EXERCISE OBJECTIVE
Copy each line below containing "roads".

SUPPLIED RECORDS
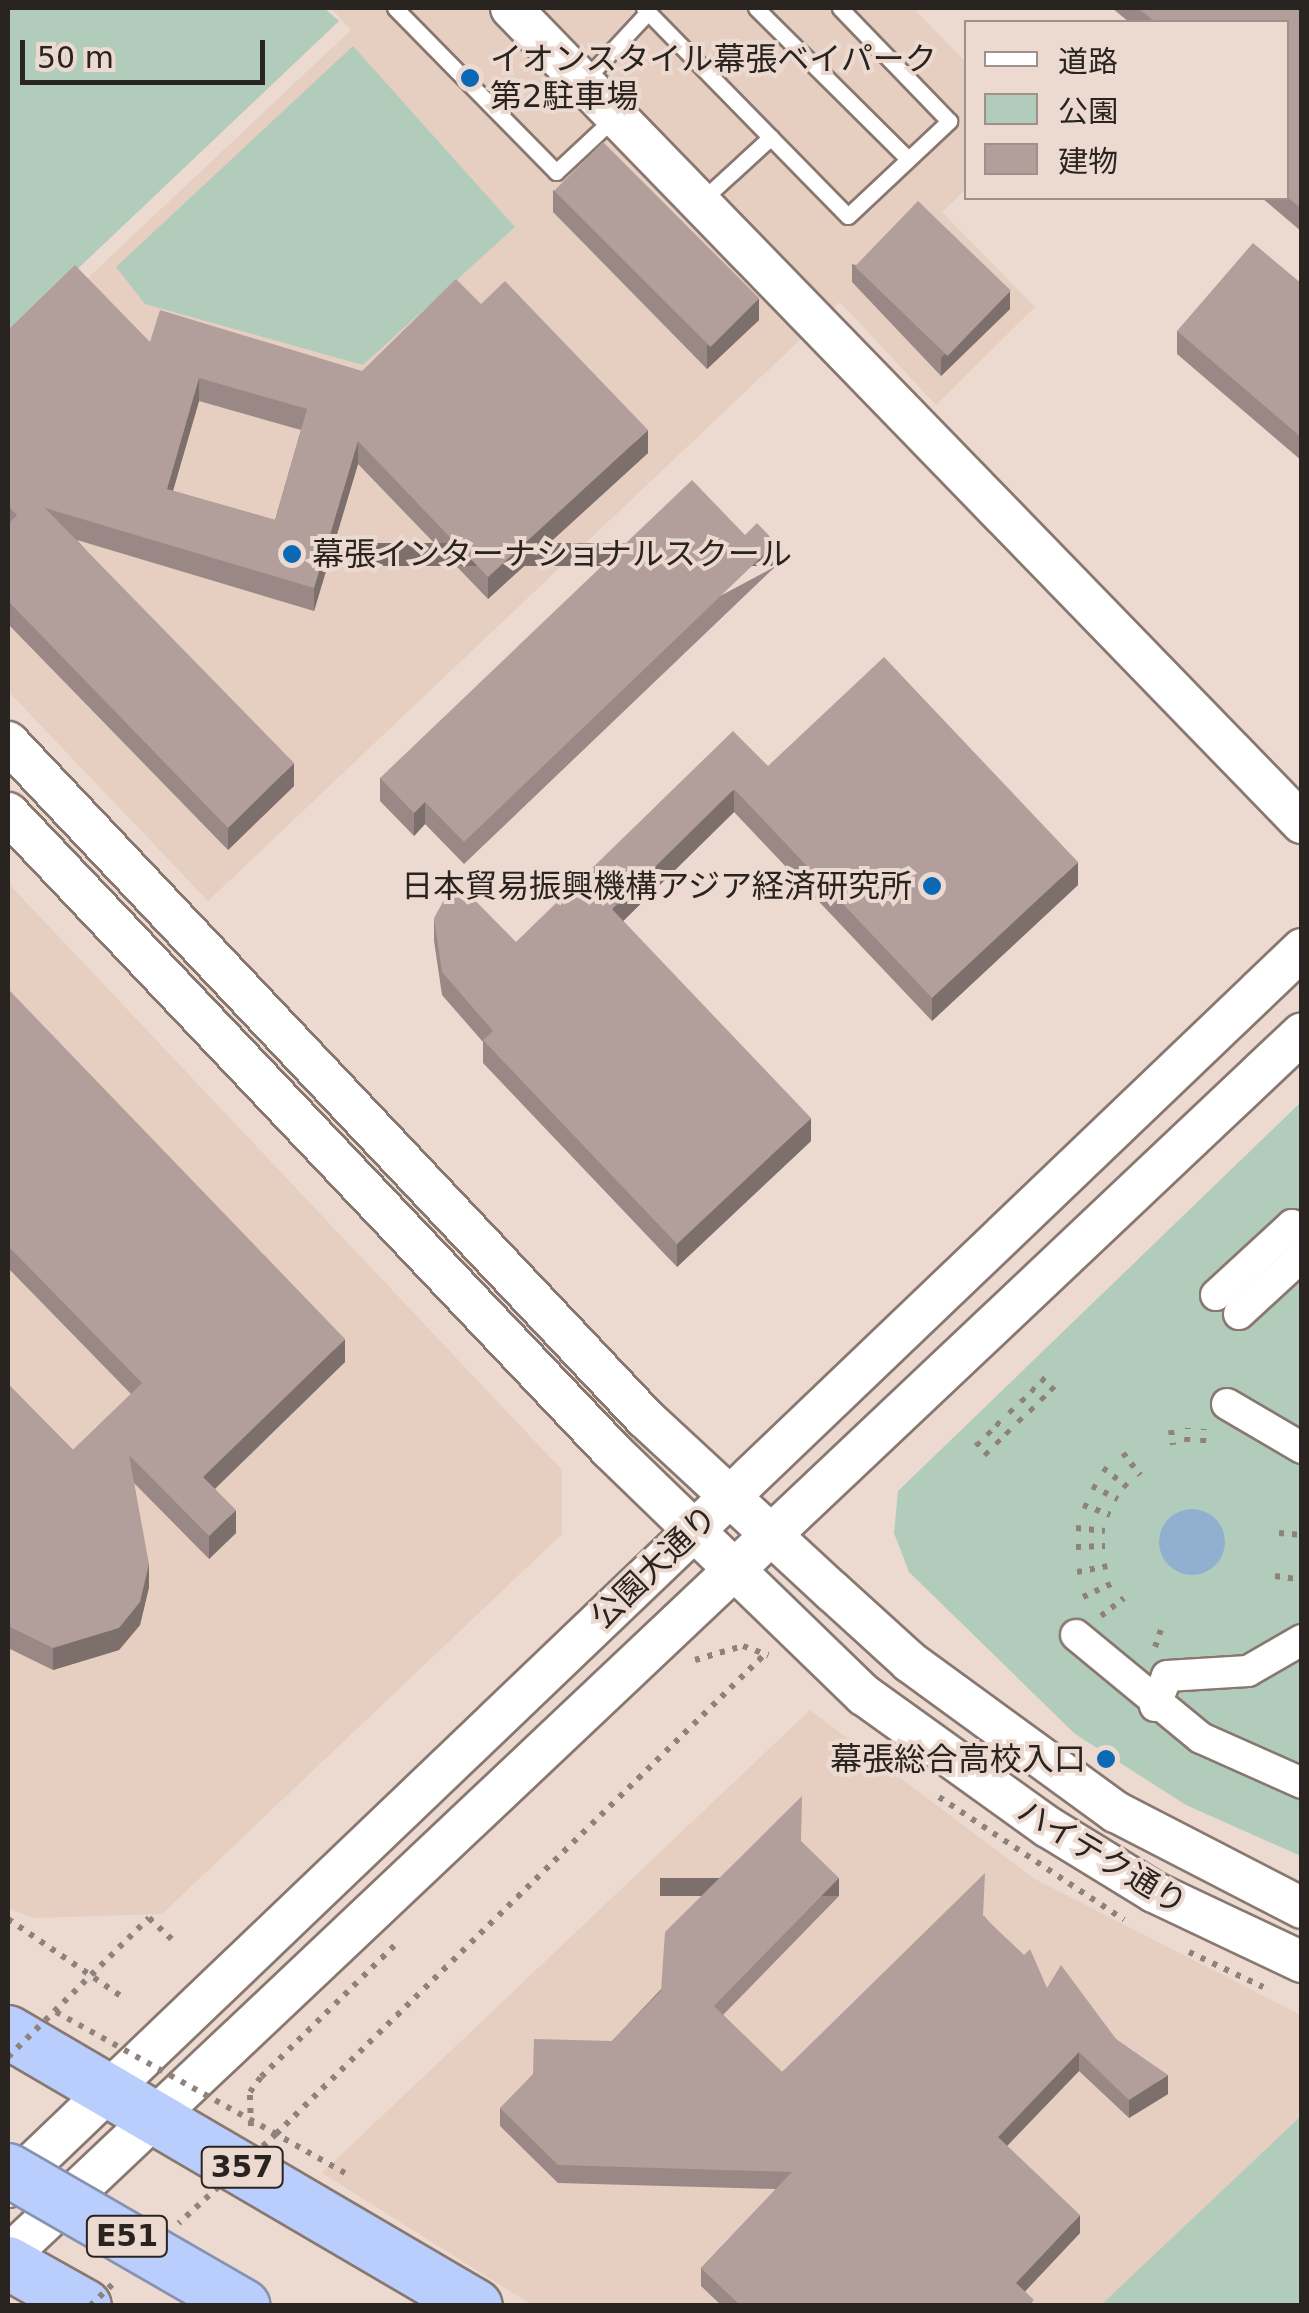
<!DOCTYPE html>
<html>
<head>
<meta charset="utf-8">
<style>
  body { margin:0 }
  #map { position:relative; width:1309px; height:2313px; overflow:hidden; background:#ecdad1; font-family:"DejaVu Sans","Noto Sans JP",sans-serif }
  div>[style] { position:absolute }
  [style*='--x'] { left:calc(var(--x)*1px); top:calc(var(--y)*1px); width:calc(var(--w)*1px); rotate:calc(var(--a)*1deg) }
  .built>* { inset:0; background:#e6cec0 }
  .green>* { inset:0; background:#b2ccbb }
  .water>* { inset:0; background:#91b0cf }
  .round { border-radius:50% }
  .path>* { height:6px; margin-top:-3px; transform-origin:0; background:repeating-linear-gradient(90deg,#8e827b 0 5px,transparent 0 13px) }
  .roads { filter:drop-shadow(2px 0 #887870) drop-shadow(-2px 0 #887870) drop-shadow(0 2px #887870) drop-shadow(0 -2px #887870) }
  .lane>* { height:15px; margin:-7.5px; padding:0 7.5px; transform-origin:7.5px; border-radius:7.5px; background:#fff }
  .street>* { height:30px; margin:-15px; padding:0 15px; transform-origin:15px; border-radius:15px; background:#fff }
  .secondary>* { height:40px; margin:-20px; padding:0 20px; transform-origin:20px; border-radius:20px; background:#fff }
  .highway>* { height:52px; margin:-26px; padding:0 26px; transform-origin:26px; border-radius:26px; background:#b9cefc }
  .path-bridge>* { height:6px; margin-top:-3px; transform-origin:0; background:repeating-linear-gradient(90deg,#8e827b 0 5px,transparent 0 13px) }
  .bridges { filter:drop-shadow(2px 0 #8792af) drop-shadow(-2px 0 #8792af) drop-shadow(0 2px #8792af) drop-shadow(0 -2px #8792af) }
  .highway-bridge>* { height:52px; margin:-26px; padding:0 26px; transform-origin:26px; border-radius:26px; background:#b9cefc }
  .wall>* { inset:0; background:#998885 }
  .shaded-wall>* { inset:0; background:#7d6f6c; transform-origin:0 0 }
  .building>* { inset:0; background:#b29e9b; transform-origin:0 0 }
  .dots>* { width:28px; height:28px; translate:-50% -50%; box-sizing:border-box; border:5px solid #ecdad1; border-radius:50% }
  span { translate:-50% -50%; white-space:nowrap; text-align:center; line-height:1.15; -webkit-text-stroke:8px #ecdad1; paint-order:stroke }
  .shield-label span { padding:2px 8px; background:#ecdad1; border:2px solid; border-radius:8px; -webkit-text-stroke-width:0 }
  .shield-label { font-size:30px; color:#2a2420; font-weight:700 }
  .poi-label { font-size:32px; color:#2a2420 }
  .left { translate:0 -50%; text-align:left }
  .right { translate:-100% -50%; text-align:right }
  .street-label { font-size:32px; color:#2a2420 }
  .frame { position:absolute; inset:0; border:10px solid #2a2420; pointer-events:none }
  .legend { position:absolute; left:964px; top:20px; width:325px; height:180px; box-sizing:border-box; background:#ecdad1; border:2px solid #9e918a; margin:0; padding:12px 18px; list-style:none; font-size:30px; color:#2a2420 }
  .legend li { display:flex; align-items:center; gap:20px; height:50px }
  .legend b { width:50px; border:2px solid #9e918a }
  .scale { position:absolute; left:20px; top:40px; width:245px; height:45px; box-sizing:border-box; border:5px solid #2a2420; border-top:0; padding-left:12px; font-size:30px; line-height:35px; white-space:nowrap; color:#2a2420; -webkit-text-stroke:8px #ecdad1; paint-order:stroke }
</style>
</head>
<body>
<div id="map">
  <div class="built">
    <div style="clip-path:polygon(331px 8px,913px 8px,966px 62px,966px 189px,942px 212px,1035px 307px,936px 405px,840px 302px,208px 901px,8px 691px,8px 353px,351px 30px)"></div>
    <div style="clip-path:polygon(8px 883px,562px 1470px,562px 1534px,162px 1914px,33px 1918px,8px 1908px)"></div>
    <div style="clip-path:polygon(810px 1710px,1035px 1879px,1301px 2015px,1301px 2305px,532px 2305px,322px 2173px)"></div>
  </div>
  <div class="green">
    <div style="clip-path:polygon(8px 8px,324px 8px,339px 21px,8px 335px)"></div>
    <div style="clip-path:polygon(353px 46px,515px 227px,363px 365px,145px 304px,116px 267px)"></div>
    <div style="clip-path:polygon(1301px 1102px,1301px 1856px,1186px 1805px,1075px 1734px,909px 1572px,894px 1533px,898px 1491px)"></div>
    <div style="clip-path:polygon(1301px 2116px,1301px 2305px,1101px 2305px)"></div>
  </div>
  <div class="water">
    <div class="round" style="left:1159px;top:1509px;width:66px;height:66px"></div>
  </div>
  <div class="path">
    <div style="--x:1041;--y:1378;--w:21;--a:43"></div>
    <div style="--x:1031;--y:1388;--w:20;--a:41"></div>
    <div style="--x:1021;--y:1398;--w:19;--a:47"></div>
    <div style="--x:1009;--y:1409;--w:20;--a:45"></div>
    <div style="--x:996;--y:1422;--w:18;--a:41"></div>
    <div style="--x:1171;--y:1430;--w:15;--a:82"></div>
    <div style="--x:987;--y:1431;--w:18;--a:45"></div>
    <div style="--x:976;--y:1442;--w:18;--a:47"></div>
    <div style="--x:1187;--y:1442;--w:14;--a:-86"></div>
    <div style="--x:1203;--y:1443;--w:14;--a:-86"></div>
    <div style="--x:1123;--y:1453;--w:28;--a:52"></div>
    <div style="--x:1103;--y:1468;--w:31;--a:38"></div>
    <div style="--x:1092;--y:1486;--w:29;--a:27"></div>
    <div style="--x:1083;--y:1505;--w:29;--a:20"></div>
    <div style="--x:1076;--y:1528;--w:29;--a:6"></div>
    <div style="--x:1279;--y:1533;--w:23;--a:5"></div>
    <div style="--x:1076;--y:1547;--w:29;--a:-2"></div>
    <div style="--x:1077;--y:1572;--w:31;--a:-11"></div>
    <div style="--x:1275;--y:1576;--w:27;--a:8"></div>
    <div style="--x:1083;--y:1597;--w:33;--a:-25"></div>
    <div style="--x:1101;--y:1616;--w:29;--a:-38"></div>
    <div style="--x:1155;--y:1647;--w:21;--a:-71"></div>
    <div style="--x:695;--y:1660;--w:50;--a:-16.3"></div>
    <div style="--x:743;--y:1646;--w:27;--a:20"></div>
    <div style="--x:939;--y:1797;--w:222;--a:33.6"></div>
    <div style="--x:149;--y:1918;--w:37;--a:43"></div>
    <div style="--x:8;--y:1919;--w:137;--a:34.3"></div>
    <div style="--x:1189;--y:1952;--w:82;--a:25.3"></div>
    <div style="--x:251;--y:2126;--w:34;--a:-92"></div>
    <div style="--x:250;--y:2092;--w:19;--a:-54"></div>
    <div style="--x:261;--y:2077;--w:194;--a:-44.6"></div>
    <div style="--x:345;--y:2173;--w:79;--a:-150.5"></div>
    <div style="--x:276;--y:2134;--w:687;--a:-44.47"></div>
  </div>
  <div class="roads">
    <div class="lane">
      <div style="--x:395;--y:8;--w:230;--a:45.5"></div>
      <div style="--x:556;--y:172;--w:81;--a:-43"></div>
      <div style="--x:644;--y:8;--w:291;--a:45.6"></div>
      <div style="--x:848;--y:216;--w:139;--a:-43.2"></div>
      <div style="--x:949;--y:121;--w:157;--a:-134"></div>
      <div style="--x:756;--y:8;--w:214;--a:44.8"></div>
      <div style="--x:583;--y:82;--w:96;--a:-47.1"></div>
      <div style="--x:700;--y:202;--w:96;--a:-42.5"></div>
    </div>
    <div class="street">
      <div style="--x:1216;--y:1295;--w:103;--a:-42.6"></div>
      <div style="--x:1292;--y:1225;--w:14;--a:45"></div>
      <div style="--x:1239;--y:1314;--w:86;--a:-42.6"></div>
      <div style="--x:1227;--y:1404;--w:87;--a:30.4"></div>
      <div style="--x:1076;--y:1635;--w:162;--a:39.5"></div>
      <div style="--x:1201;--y:1738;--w:111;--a:24"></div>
      <div style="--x:1155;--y:1706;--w:32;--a:-68"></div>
      <div style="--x:1167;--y:1676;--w:81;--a:-3.5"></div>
      <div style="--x:1248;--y:1671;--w:62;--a:-29.9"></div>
    </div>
    <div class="secondary">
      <div style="--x:511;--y:8;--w:1136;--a:45.86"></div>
      <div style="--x:8;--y:742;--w:929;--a:46.7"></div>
      <div style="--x:645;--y:1418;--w:255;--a:42.8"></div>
      <div style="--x:832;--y:1591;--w:105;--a:42.3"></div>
      <div style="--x:910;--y:1662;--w:255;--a:36.1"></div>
      <div style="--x:1116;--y:1812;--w:209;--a:27.3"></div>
      <div style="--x:8;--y:813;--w:876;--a:46.57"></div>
      <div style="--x:610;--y:1449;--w:354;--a:44.1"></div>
      <div style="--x:864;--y:1695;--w:226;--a:35.7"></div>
      <div style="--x:1048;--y:1827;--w:124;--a:31.5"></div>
      <div style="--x:1154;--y:1892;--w:164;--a:25.3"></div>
      <div style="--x:8;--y:2187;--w:1791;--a:-43.73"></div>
      <div style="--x:8;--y:2256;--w:1780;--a:-43.38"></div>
    </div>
    <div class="highway">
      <div style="--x:8;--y:2032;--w:542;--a:30.35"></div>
      <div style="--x:8;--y:2263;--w:88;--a:29.2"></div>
    </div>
  </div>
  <div class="path-bridge">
    <div style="--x:56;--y:2012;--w:252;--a:29"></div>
    <div style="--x:276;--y:2134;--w:132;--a:137.5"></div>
    <div style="--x:8;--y:2057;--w:198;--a:-44.6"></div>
    <div style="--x:90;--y:2306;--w:39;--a:-44"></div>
  </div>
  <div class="bridges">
    <div class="highway-bridge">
      <div style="--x:8;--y:2170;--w:272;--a:30"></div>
    </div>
  </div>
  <div class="wall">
    <div style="clip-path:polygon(1112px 8px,1297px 8px,1302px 12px,1302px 232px,1262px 198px,1286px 198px,1286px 22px,1129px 22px)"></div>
    <div style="clip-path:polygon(553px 190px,759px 320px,707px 369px,553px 212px)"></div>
    <div style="clip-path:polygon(852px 264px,1010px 309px,941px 376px,852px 282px)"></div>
    <div style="clip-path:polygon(1302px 284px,1302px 461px,1177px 354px,1177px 331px)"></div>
    <div style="clip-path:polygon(evenodd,481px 304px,648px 453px,488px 599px,358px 464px,314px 611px,77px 540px,294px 786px,228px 850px,8px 624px,8px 330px,150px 342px,362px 371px,481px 304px,199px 401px,301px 430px,275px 520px,173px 491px,199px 401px)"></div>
    <div style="clip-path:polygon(776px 566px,464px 864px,425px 824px,414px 836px,380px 801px,380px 778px)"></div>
    <div style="clip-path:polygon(768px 766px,1078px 885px,932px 1021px,734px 812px,623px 921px,811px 1141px,677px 1267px,483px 1063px,483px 1042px,442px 995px,434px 941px,434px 918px,516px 942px)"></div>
    <div style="clip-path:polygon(8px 989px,345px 1362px,215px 1489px,236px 1533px,209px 1559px,134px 1483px,149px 1587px,140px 1625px,119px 1650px,53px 1670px,8px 1648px,8px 1384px,73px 1450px,131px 1394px,8px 1268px)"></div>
    <div style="clip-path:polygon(801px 1841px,839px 1896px,723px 2015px,782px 2072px,984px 1916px,1047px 1988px,1116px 2039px,1168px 2094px,1129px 2118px,1079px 2071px,1007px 2146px,1080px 2233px,1025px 2291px,1034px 2306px,722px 2306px,701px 2286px,701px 2268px,776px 2189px,558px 2183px,500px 2126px,500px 2108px,612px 2041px)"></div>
  </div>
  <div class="shaded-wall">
    <div style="clip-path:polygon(1010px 291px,1010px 309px,941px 376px,941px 358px)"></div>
    <div style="clip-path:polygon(759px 298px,759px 320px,707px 369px,707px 346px)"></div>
    <div style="clip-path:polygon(199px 378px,199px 401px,167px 511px,167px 489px)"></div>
    <div style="clip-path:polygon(648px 430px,648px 453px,488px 599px,488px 577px)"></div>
    <div style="clip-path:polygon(358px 441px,358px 464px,314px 611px,314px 588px)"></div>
    <div style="left:776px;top:543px;width:23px;height:432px;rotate:90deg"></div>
    <div style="clip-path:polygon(294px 763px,294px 786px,228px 850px,228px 828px)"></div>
    <div style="clip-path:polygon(734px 789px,734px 812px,612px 932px,612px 909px)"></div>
    <div style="clip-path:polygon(425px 802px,425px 824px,414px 836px,414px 813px)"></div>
    <div style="clip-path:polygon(1078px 862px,1078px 885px,932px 1021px,932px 998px)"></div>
    <div style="clip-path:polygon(811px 1118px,811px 1141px,677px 1267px,677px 1244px)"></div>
    <div style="clip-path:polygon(345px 1339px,345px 1362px,203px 1500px,203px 1477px)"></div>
    <div style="clip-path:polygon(236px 1510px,236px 1533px,209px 1559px,209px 1536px)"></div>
    <div style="clip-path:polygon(149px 1564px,149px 1587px,140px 1625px,119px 1650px,53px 1670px,53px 1648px)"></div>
    <div style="left:839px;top:1878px;width:18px;height:179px;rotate:90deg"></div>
    <div style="clip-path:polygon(1079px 2052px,1079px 2071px,998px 2155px,998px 2137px)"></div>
    <div style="clip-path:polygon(1168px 2075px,1168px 2094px,1129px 2118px,1129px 2100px)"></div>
    <div style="clip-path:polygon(1080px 2215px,1080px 2233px,1016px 2301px,1016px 2283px)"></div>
  </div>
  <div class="building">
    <div style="clip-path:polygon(1138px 8px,1297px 8px,1302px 12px,1302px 209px,1286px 196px,1286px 22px,1155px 22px)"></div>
    <div style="left:603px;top:142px;width:221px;height:69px;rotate:45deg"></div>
    <div style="left:918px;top:201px;width:129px;height:91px;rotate:44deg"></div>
    <div style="clip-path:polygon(1253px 243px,1302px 284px,1302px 438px,1177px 331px)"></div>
    <div style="clip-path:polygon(evenodd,75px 265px,150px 342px,160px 310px,362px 371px,456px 279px,481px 304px,505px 281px,648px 430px,488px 577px,358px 441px,314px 588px,45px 508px,294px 763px,228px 828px,8px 601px,8px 524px,17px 515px,8px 506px,8px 330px,75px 265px,199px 378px,307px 409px,275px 520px,167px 489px,199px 378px)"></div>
    <div style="clip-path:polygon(692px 480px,745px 535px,757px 523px,776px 543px,464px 842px,425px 802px,414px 813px,380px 778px)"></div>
    <div style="clip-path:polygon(884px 657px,1078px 862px,932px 998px,734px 789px,612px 909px,811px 1118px,677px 1244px,483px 1040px,493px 1031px,442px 972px,434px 918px,455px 880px,516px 942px,733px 731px,768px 766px)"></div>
    <div style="clip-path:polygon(8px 989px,345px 1339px,203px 1477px,236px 1510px,209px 1536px,129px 1455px,149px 1564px,140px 1602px,119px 1628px,53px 1648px,8px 1626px,8px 1384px,73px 1450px,142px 1383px,8px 1246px)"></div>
    <div style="clip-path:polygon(802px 1796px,801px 1841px,839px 1878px,714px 2006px,782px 2072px,985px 1873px,983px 1916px,1024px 1955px,1030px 1949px,1047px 1988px,1061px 1965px,1116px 2039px,1168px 2075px,1129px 2100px,1079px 2052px,998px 2137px,1080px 2215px,1016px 2283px,1034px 2300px,1028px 2306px,741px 2306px,701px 2268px,792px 2172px,558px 2165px,500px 2108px,533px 2074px,534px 2039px,612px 2041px,661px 1991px,665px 1932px)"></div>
  </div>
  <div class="dots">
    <div style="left:470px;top:78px;background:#0b68b5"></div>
    <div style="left:292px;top:554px;background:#0b68b5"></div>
    <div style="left:932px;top:886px;background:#0b68b5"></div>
    <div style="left:1106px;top:1759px;background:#0b68b5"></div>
  </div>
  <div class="shield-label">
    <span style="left:242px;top:2167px">357</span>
    <span style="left:127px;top:2236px">E51</span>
  </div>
  <div class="poi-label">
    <span class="left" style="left:490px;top:78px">イオンスタイル幕張ベイパーク<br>第2駐車場</span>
    <span class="left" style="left:312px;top:554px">幕張インターナショナルスクール</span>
    <span class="right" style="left:912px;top:886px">日本貿易振興機構アジア経済研究所</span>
    <span class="right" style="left:1086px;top:1759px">幕張総合高校入口</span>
  </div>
  <div class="street-label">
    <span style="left:654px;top:1567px;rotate:-44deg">公園大通り</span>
    <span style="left:1102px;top:1857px;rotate:31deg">ハイテク通り</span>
  </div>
  <div class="frame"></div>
  <ul class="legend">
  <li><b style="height:12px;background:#fff"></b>道路</li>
  <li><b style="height:28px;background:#b2ccbb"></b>公園</li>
  <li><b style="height:28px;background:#b29e9b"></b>建物</li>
  </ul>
  <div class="scale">50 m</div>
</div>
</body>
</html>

WORKED SOLUTION
  .roads { filter:drop-shadow(2px 0 #887870) drop-shadow(-2px 0 #887870) drop-shadow(0 2px #887870) drop-shadow(0 -2px #887870) }
  <div class="roads">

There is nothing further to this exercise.